I have never found such explanations to be very satisfactory for any species. For one thing, we are being too Eurocentric on the selection pressure estimate. Humans have no doubt been harvesting the birds and modifying their habitat for thousands of years (2 – 8 mybp?), not just hundreds. True, the pressure has intensified dramatically over the last two centuries but by the 1950’s there appears to be little evidence that this intensity change had resulted in an increase in the wary phenotype or at least that the trait was widely present in the population. So working from this starting gene pool, the most probable outcome of a bottleneck (with intensification of genetic drift) should be to fix the common phenotype (non-wary), not the rare or non-existent wary. A scenario whereby selection would drive a shift to wary after only a few generations (50 years) with little or no starting variation would not seem the most probable outcome.

Yes.... I know you were just being sarcastic and picking on the "cracker". Appropriate term by the way since this word was applied to the people that lead cattle drives through the FL panhandle in the 1800's. But since there have been calls recently to upgrade the level of discourse among people using this blog, I thought that I might throw out something as blog bait. We do need something to talk about until April. Seems to be working. Have fun!

Anonymous said...

I don't think you'll hear much argument from any skeptic that "genetic bottlenecks" would produce Stealth Woodpeckers. The point is that that argument, as well as the first one proposed of "low densities and high dispersal" have both been used as unsubstanciated crutches by TBs to explain why there have been so few putative encounters and no incontrovertable documentation. They are both old (and tired) arguments dating back to the original Pearl River searches from 1999-2002. And neither holds any water.

If the woodpeckers still exist, go there, play tape, and they will come. If they don't come after reasonable playback, it's because they've been waylaid by death.

[ghostly voice]: "If you play tape. They will come."

My Two Cents

Anonymous said...

for thousands of years (2 – 8 mybp?)

Sorry. A coffee/crack/med induced typo. Should read 2 - 8 tybp of course.

Anonymous said...

I know you were just being sarcastic and picking on the "cracker".

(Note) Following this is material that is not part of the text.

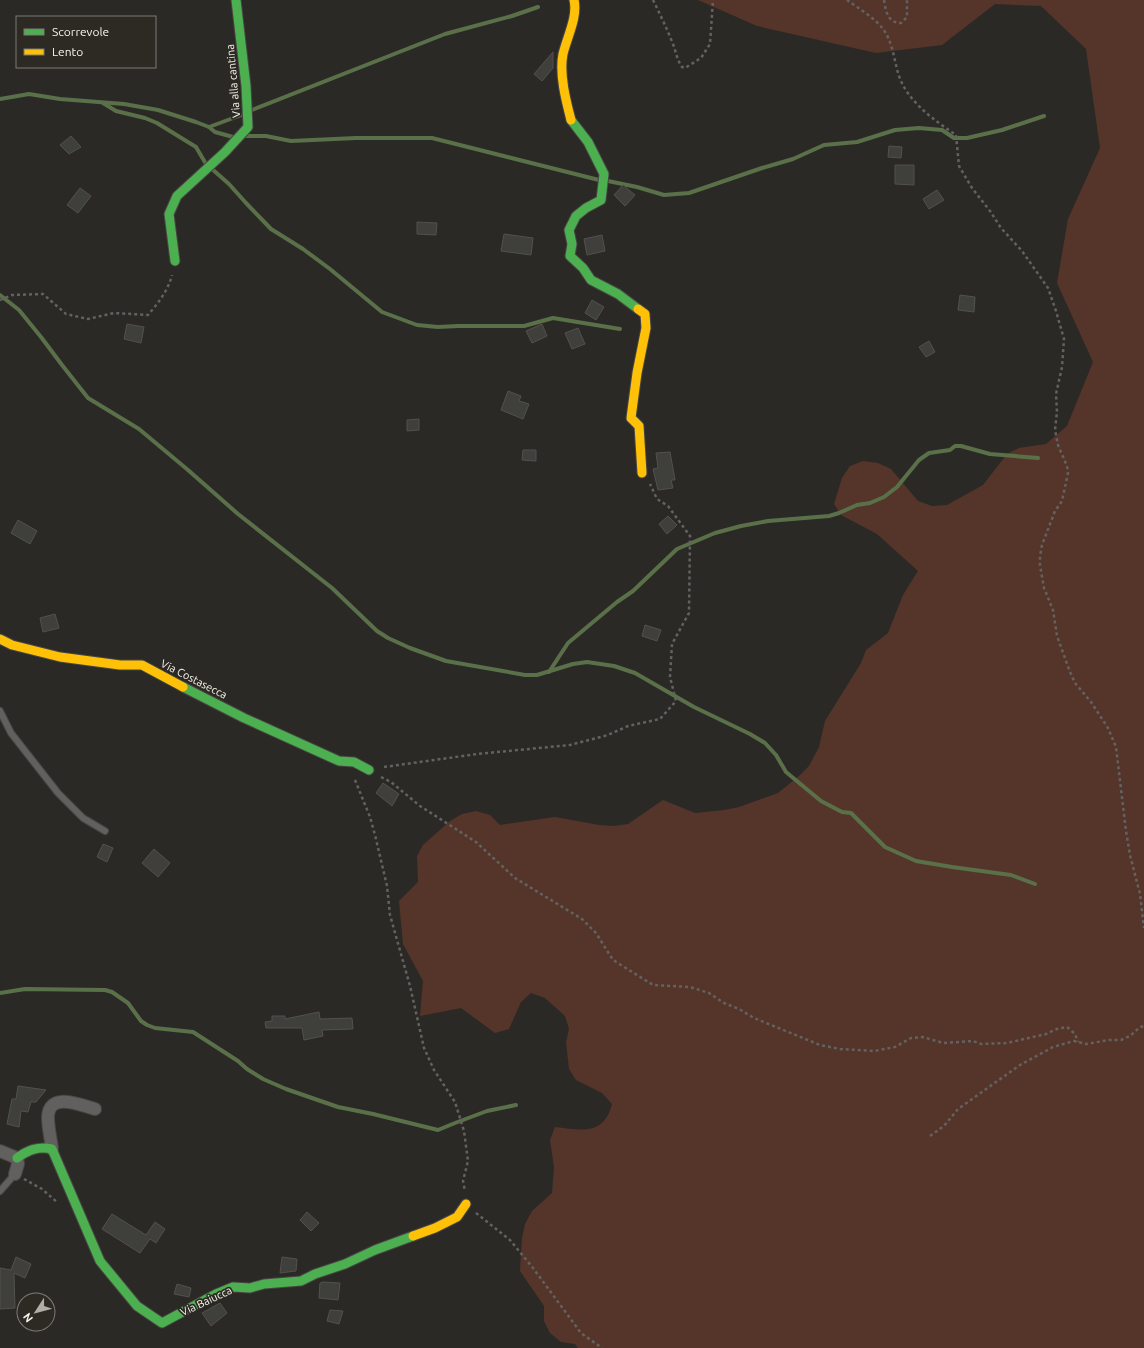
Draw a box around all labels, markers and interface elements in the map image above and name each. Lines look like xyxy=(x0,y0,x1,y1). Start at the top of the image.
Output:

Well now, as a southern boy myself and having been educated in one of the south's great second-tier universities, I am extremely amused that I am apparently smarter than that Ivy leaguer Fitzcrow.

So when I use the term cracker I am most assuredly assuming that it fits not only Bobby but Dr. Fitzcrow also.

You certainly don't have to be from the dear old south to be a full fledged cracker.

Anonymous said...

working from this starting gene pool, the most probable outcome of a bottleneck (with intensification of genetic drift) should be to fix the common phenotype (non-wary), not the rare or non-existent wary.

Probabilities schmobabilities. Damn your statistics to hell!!!!!

You can't deny the theoretical possibility that a mutant IBWO survivor has learned to imitate pileateds, including coating its wings with natural dyes, tars and resins found in its forest home.

Until you provide proof, including videographic evidence and a carcass or skeleton, of the last IBWO dying, you cannot say with 100% confidence that the IBWO is extinct.

That is why hope will prevail over the hate-filled rhetoric of self-satisfied skepticism.

//True Believer helmet off

Anonymous said...

They are both old (and tired) arguments dating back to the original Pearl River searches from 1999-2002. And neither holds any water.

Thanks for the helpful explanation. As usual, no idea is really new. I’ll go back to my coffee and quit trying to play armchair biologist.